I mean yeah. Especially when the kid would be screaming at 1am every night. I’d never get alone time. I’d never have peace, sex would have to be quiet and quick.Just shows how insane she is and how desperate she is to try to trap someone into being with her. Yall would have been fighting. I guarantee she'd have been throwing dishes at you by week 3 lol.
Fucking psycho bitch, man...fucking psycho bitch.
What if she didn’t pay her rent?
She never cleans her house it’s a mess.
This kid constantly wants to be between us if we’re together.
She doesn’t buy many groceries id be stuck paying triple price what I pay to feed her and her kid.
Her kid would have to be out through school
I’d have to drive her to and from work cuz she has no car
She’d probably get lazy and be a stay at home mom because she wants to have no responsibilities.
She’d still be cheating.
They’d both be eating my own food and taking from my gym calories.
I wouldn’t be able to focus at work I’d lose my job out of stress.
There would be kid toys ALL over the house and bathroom.
We would never have alone time
I’d be required to actually provide for tHe kid and help raise it. Buy her clothes and stuff.

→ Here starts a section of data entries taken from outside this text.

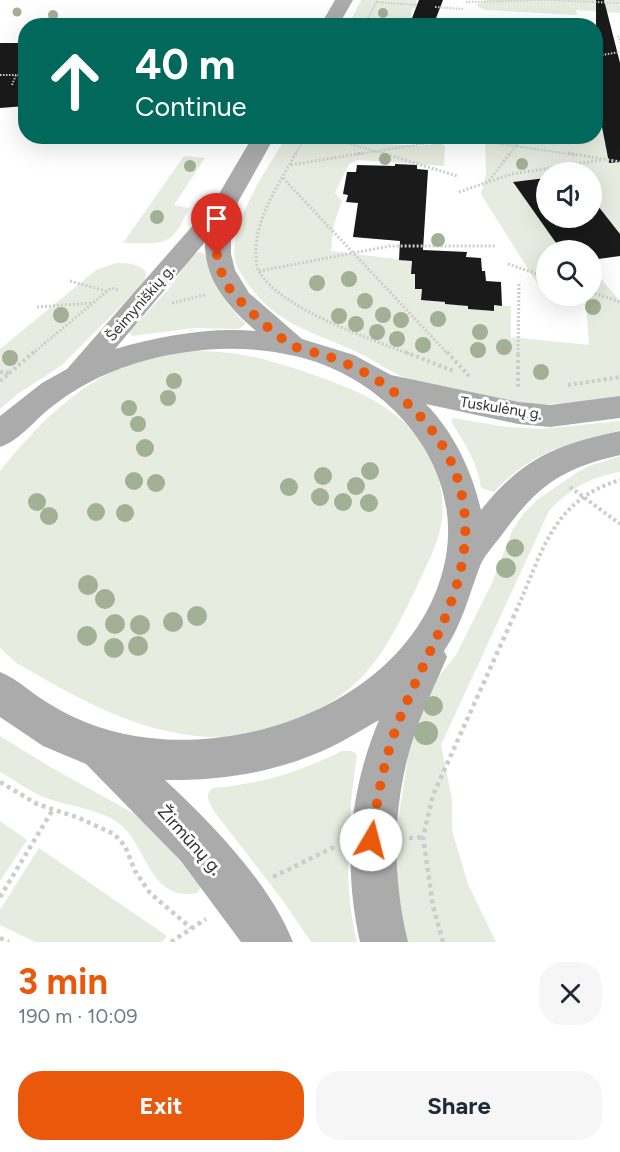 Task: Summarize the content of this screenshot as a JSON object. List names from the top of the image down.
{
  "streets": {
    "main road": ["Šeimyniškių g.", "Tuskulėnų g.", "Žirmūnų g."]
  },
  "page": {
    "turn": ["40 m", "Continue"],
    "heading": ["3 min", "190 m · 10:09"],
    "buttons": ["Exit", "Share"]
  }
} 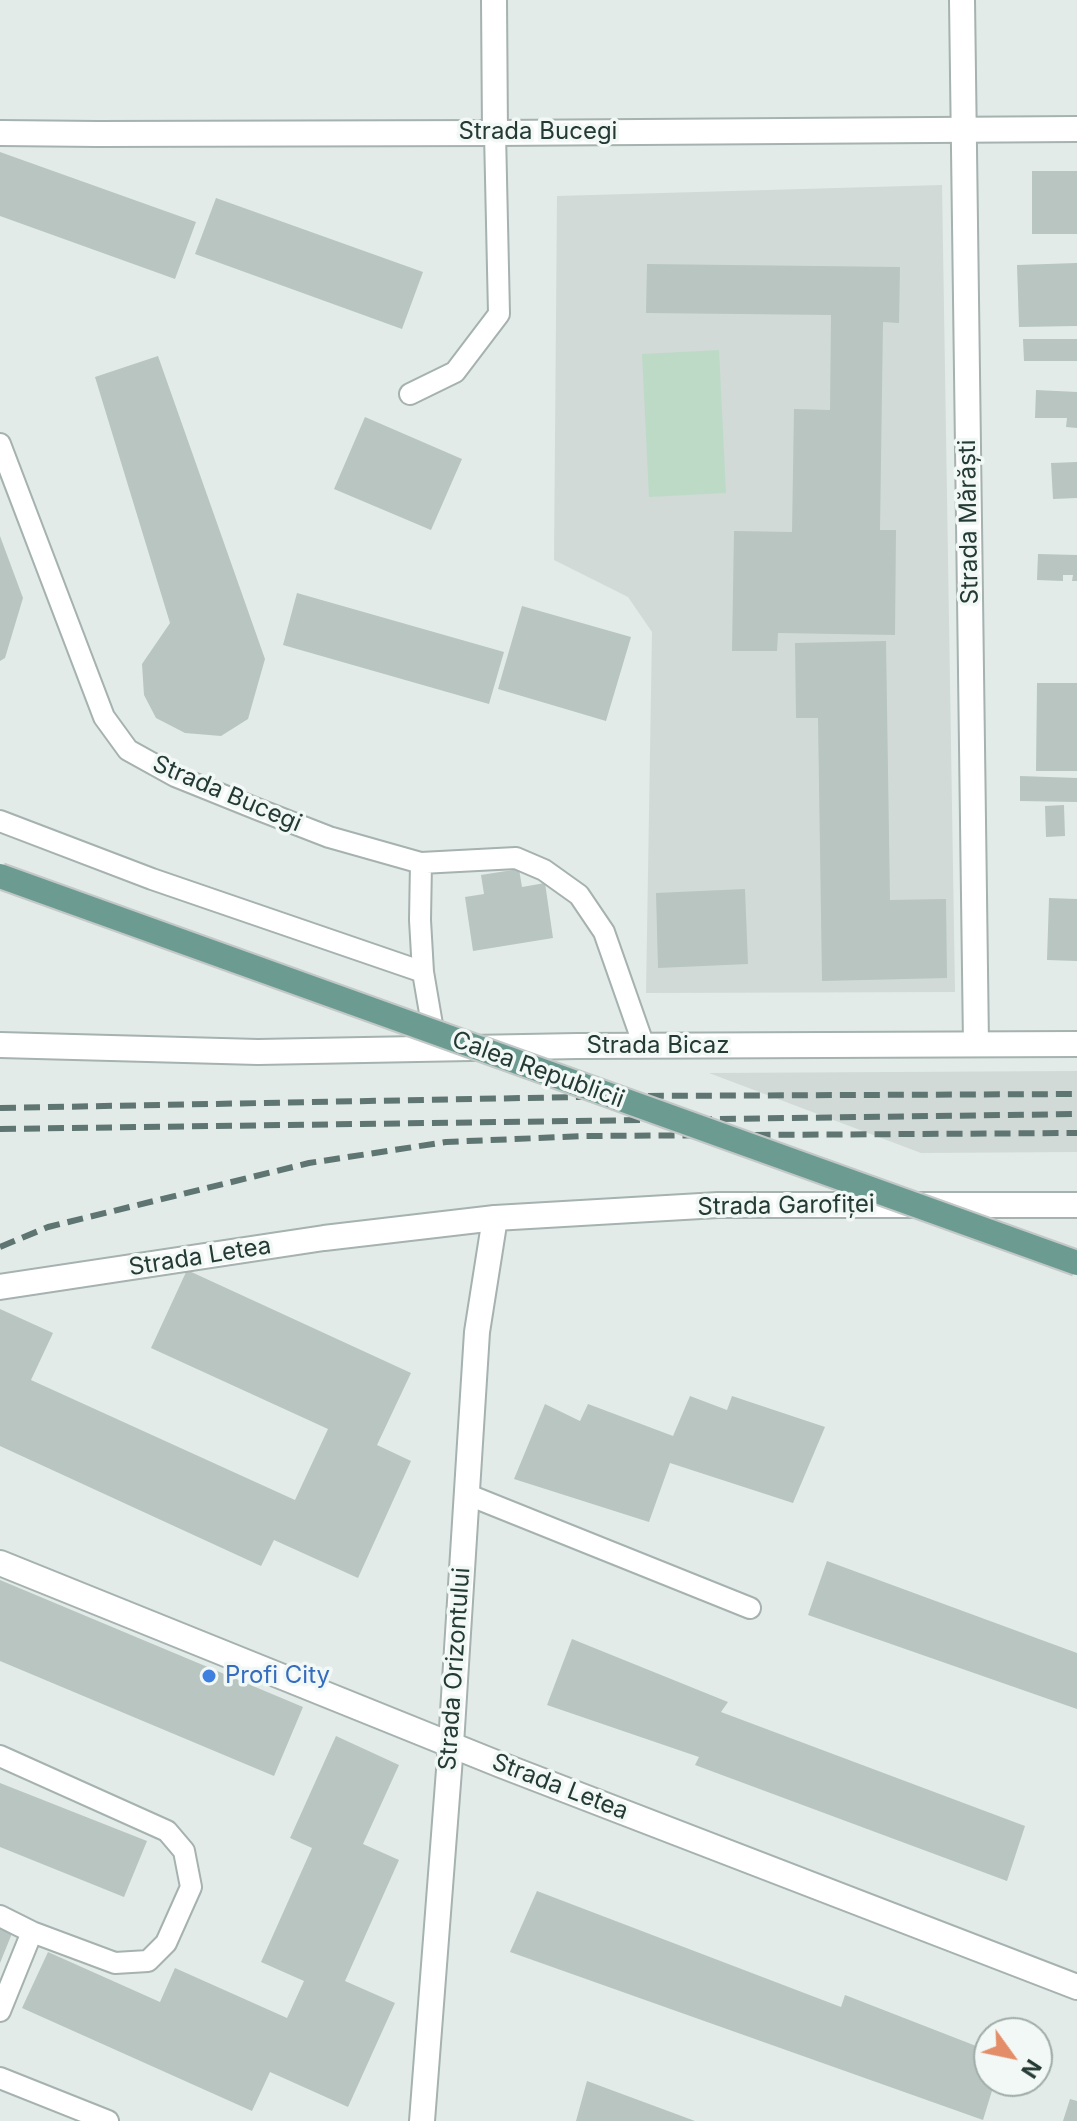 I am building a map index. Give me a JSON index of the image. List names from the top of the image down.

I wouldn’t be able to watch my own shows because the kid would wanna watch baby shark.
I’d literally move my tv and start sleeping in the extra bedroom and what kinda drama would that cause.
She’s like oh I’ll get a bed so she sleeps in her own room.

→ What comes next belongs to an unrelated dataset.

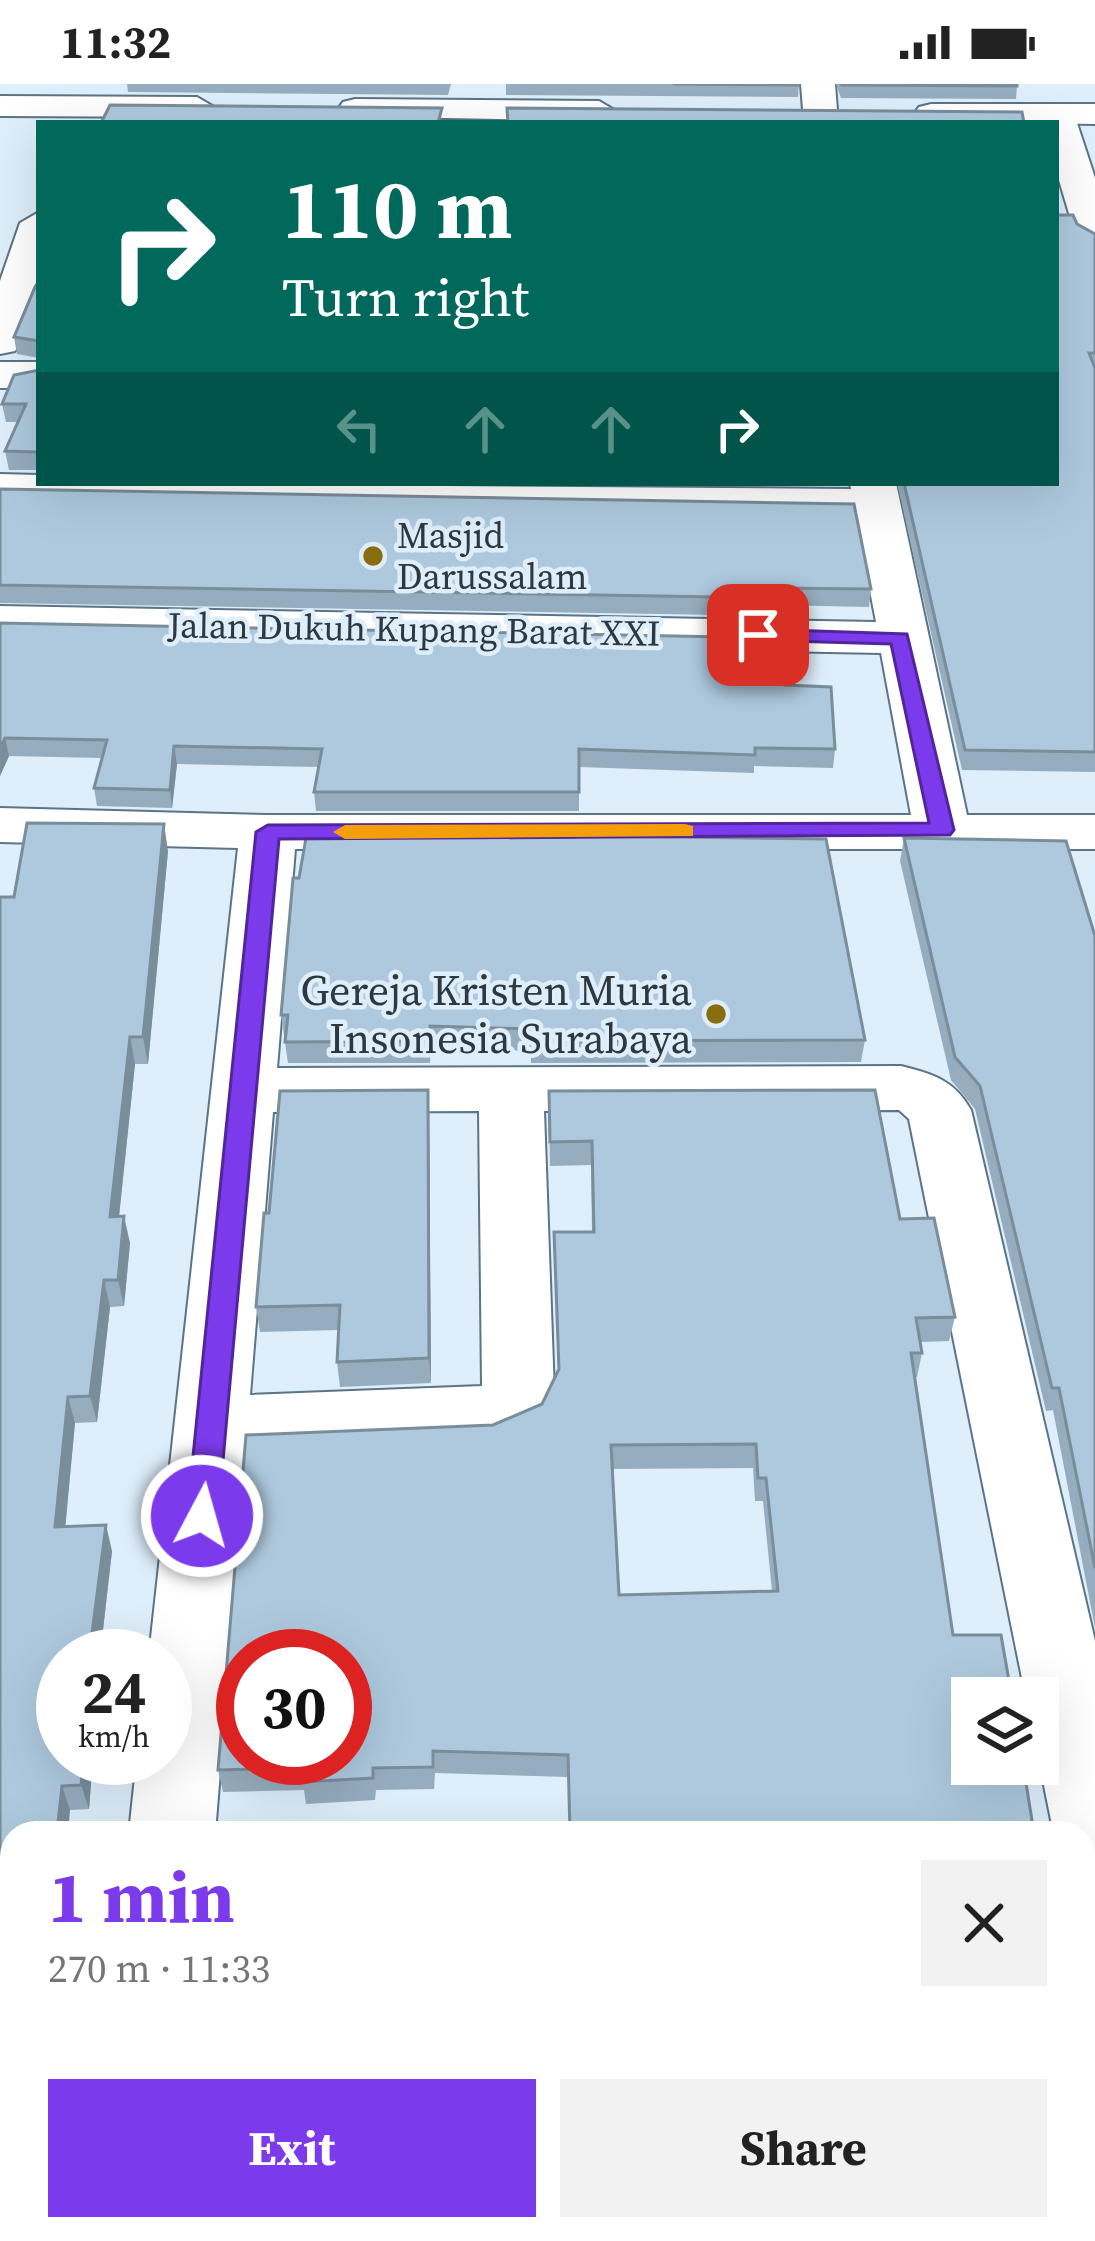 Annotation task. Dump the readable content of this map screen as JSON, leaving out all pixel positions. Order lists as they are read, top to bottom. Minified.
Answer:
{"streets":{"street":["Jalan Dukuh Kupang Barat XXI"]},"places":["Masjid Darussalam","Gereja Kristen Muria Insonesia Surabaya"],"page":{"status":"11:32","turn":["110 m","Turn right"],"speed":"24 km/h","limit":"30","heading":["1 min","270 m · 11:33"],"buttons":["Exit","Share"]}} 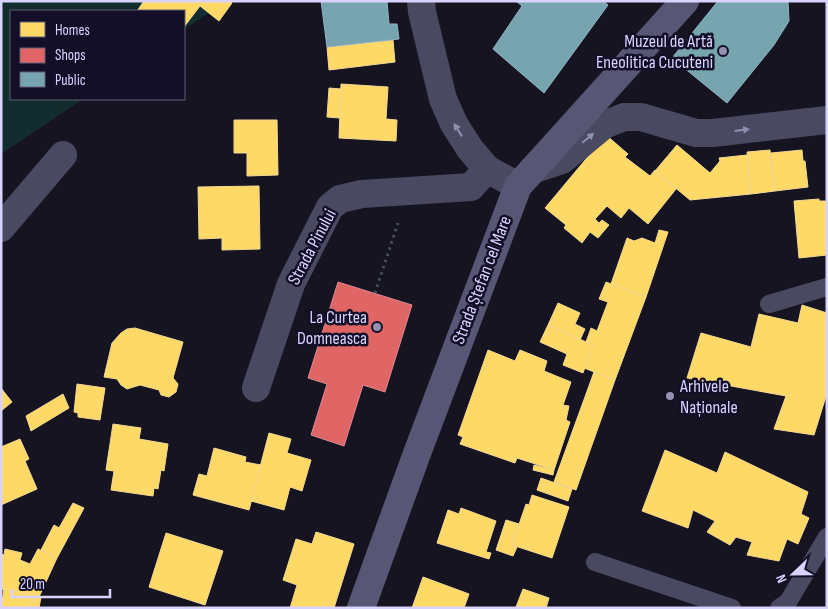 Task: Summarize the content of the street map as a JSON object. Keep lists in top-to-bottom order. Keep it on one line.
{"streets":{"street":["Strada Pinului","Strada Ștefan cel Mare"]},"places":["Muzeul de Artă Eneolitica Cucuteni","La Curtea Domneasca","Arhivele Naționale"],"legend":["Homes","Shops","Public"],"scale_bar":"20 m","north":"left"}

Like no she won’t. And it’ll be you me and her every single night. Like if I’m tryna lay with a girl and enjoy myself I’m tryna lay with her, not a child in between us unless I made that child or we adopted that child together? Idk am I fucked yo for saying that? I mean I took the child places and bought her food and Christmas gifts and shit but I don’t feel as I would as if it was my own or it was adopted with my wife. Not some 23 year old mess of a human being who got knocked up out of stupidity and wants me to pick up the pieces.

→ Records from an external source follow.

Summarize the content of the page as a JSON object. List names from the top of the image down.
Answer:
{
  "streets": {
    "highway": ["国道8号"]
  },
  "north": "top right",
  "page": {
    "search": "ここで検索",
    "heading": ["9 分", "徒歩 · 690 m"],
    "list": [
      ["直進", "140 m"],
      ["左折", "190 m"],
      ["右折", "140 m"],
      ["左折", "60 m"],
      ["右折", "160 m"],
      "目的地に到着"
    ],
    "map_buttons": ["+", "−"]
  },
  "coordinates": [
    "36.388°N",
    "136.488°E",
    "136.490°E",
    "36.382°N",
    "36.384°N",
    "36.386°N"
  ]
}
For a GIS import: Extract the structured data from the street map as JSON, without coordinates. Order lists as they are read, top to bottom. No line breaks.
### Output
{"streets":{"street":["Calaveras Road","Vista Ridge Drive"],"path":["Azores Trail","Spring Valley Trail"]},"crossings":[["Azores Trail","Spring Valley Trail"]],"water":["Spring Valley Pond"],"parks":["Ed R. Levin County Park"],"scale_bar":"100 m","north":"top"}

What if I can’t go workout because I have to watch her. NOOOOO NO NO. Not for me. I don’t even know if I want my own kids after this
I’d have moved from a toxic relationship to a babysitter scenario.
It would be a total fucking shit show. And the kid likes me but I’m sorry I just don’t feel like a father figure right now. I don’t even know my own life yet
EVERYTHING that was a pro in this relationship would be gone. It would no longer be me and her it would be me her and the child. 24/7.
The only reason this lasted as long as it did is because it didn’t register with me about how her and her child are a package deal. Why? Because the kid was gone at the aunts or whatever 5/7 days of the week.